Segment Start: Records for the exercise

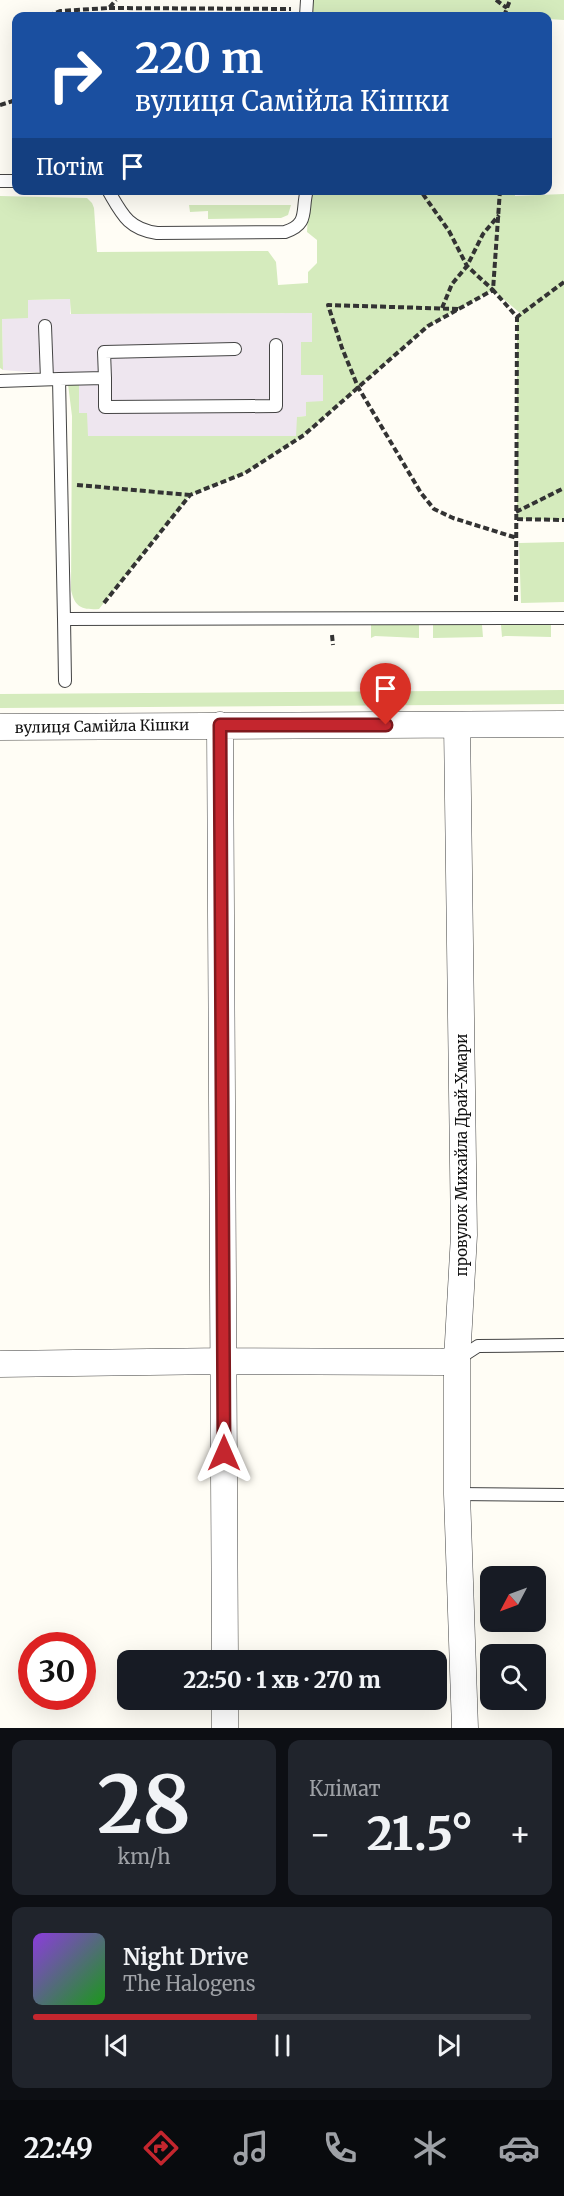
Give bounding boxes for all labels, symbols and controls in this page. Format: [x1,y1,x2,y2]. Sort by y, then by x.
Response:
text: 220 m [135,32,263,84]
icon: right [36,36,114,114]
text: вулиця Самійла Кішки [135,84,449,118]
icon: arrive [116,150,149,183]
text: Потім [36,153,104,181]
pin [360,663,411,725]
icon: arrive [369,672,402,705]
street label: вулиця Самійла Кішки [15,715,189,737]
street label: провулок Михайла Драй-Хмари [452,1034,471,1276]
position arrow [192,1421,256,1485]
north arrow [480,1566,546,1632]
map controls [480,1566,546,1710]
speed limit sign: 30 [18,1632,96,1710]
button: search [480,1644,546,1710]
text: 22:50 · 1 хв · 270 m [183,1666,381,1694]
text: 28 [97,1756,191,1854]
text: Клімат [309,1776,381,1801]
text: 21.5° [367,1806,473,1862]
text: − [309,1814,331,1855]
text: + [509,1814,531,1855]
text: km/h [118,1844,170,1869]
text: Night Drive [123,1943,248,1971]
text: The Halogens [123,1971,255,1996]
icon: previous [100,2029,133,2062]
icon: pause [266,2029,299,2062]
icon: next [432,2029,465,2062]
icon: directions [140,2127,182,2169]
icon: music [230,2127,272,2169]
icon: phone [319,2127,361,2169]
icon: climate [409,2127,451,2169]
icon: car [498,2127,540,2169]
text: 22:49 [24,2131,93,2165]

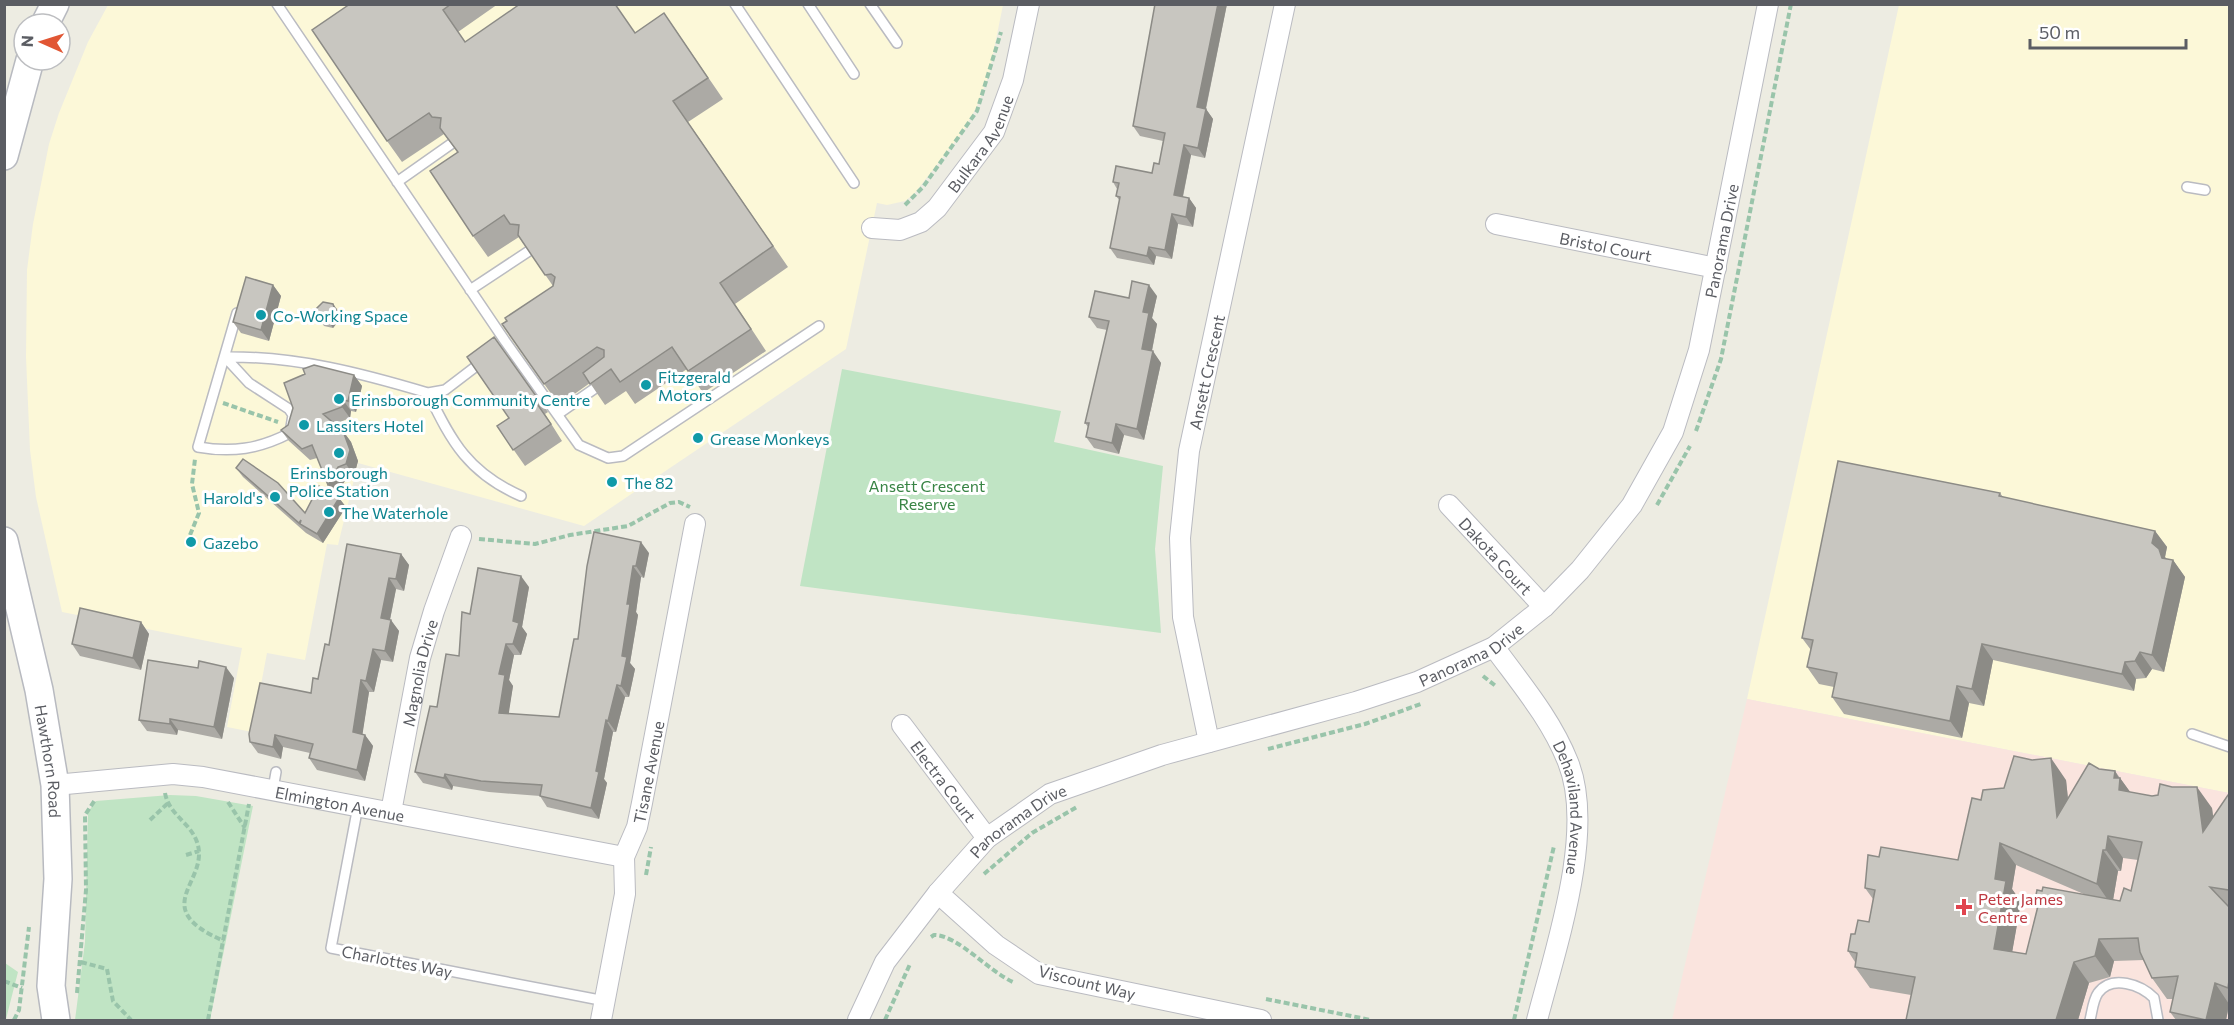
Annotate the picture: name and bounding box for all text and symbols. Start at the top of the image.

Segment End: Records for the exercise
Segment Start: Records for the exercise

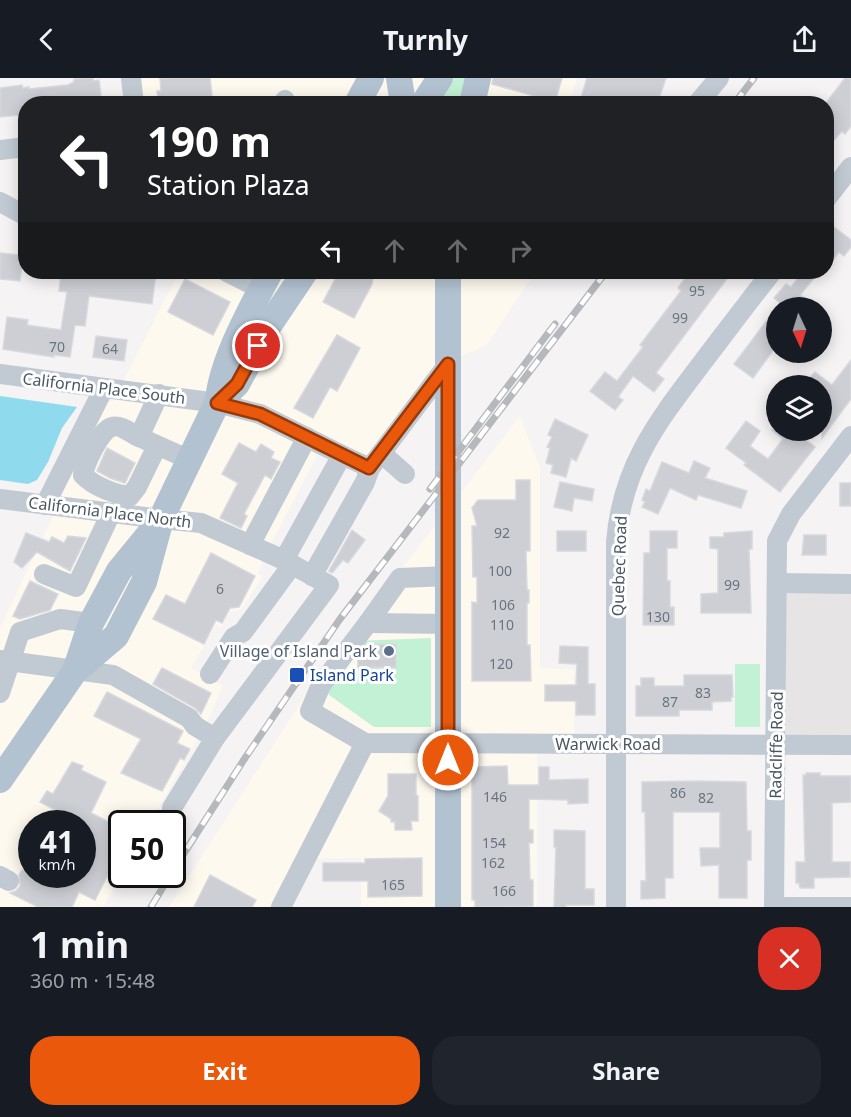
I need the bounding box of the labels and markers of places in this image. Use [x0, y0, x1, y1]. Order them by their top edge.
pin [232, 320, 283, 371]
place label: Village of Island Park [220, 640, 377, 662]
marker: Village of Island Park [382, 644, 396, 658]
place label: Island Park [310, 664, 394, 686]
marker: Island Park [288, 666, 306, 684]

Segment End: Records for the exercise

Task objective:
Among the lines above, return each one holding the string "symbols".

Answer area:
Give bounding boxes for all labels, symbols and controls in this page. Format: [x1,y1,x2,y2]. Sort by y, then by x.
Annotate the picture: name and bounding box for all text and symbols. Start at the top of the image.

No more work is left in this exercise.